** Brief **
A single number is the answer here: the count of lines in the records below in which the word "Noviembre" appears.

+ + + + + + +

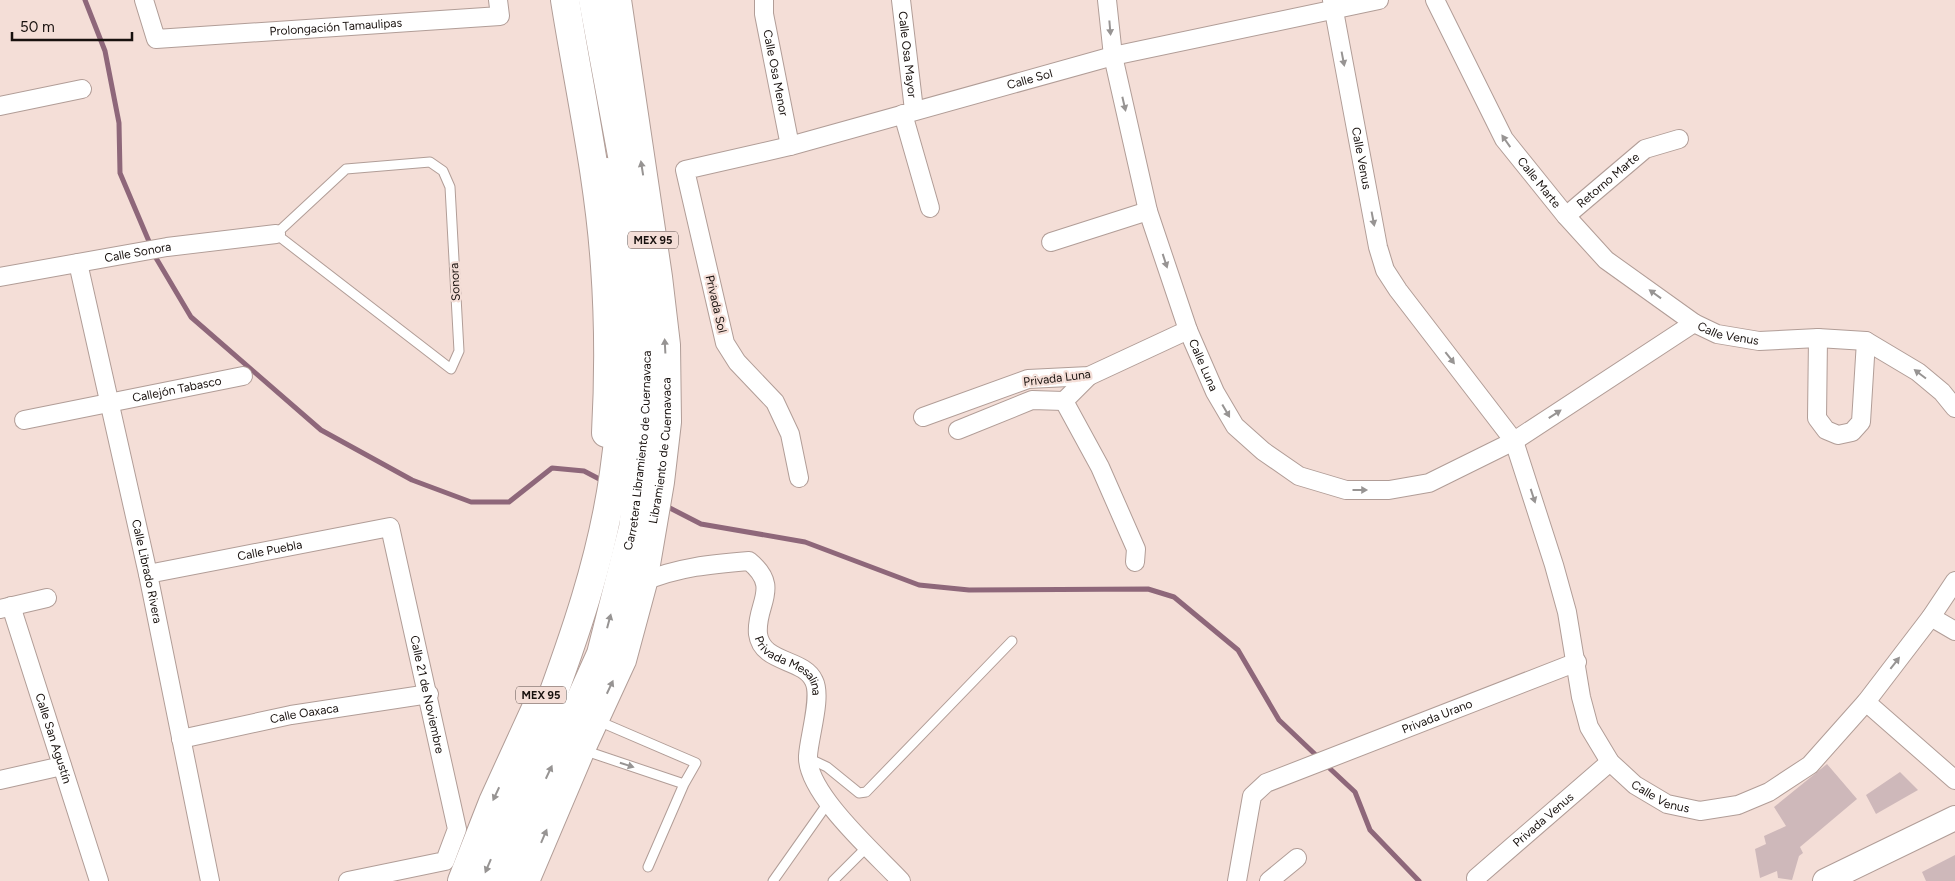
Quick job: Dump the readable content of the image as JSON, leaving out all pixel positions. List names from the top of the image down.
{
  "streets": {
    "main road": ["MEX 95", "Carretera Libramiento de Cuernavaca", "Libramiento de Cuernavaca"],
    "street": [
      "Prolongación Tamaulipas",
      "Calle Osa Mayor",
      "Calle Osa Menor",
      "Calle Sol",
      "Calle Venus",
      "Retorno Marte",
      "Calle Marte",
      "Calle Sonora",
      "Privada Sol",
      "Calle Luna",
      "Privada Luna",
      "Callejón Tabasco",
      "Calle Puebla",
      "Calle Librado Rivera",
      "Privada Mesalina",
      "Calle 21 de Noviembre",
      "Calle Oaxaca",
      "Privada Urano",
      "Calle San Agustín",
      "Privada Venus"
    ],
    "lane": ["Sonora"]
  },
  "crossings": [
    ["Calle Osa Mayor", "Calle Sol"],
    ["Calle Osa Menor", "Calle Sol"],
    ["Calle Sol", "Calle Venus"],
    ["Calle Sol", "Privada Sol"],
    ["Calle Sol", "Calle Luna"],
    ["Calle Venus", "Calle Marte"],
    ["Calle Venus", "Calle Luna"],
    ["Calle Venus", "Privada Urano"],
    ["Calle Venus", "Privada Venus"],
    ["Retorno Marte", "Calle Marte"],
    ["MEX 95", "Carretera Libramiento de Cuernavaca"],
    ["MEX 95", "Libramiento de Cuernavaca"],
    ["MEX 95", "Calle 21 de Noviembre"],
    ["Calle Sonora", "Sonora"],
    ["Calle Sonora", "Calle Librado Rivera"],
    ["Calle Luna", "Privada Luna"],
    ["Callejón Tabasco", "Calle Librado Rivera"],
    ["Carretera Libramiento de Cuernavaca", "Libramiento de Cuernavaca"],
    ["Libramiento de Cuernavaca", "Privada Mesalina"],
    ["Calle Puebla", "Calle Librado Rivera"],
    ["Calle Puebla", "Calle 21 de Noviembre"],
    ["Calle Librado Rivera", "Calle Oaxaca"],
    ["Calle 21 de Noviembre", "Calle Oaxaca"]
  ],
  "one_way": ["Calle Marte"],
  "scale_bar": "50 m"
}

+ + + + + + +

** Response to this task **
4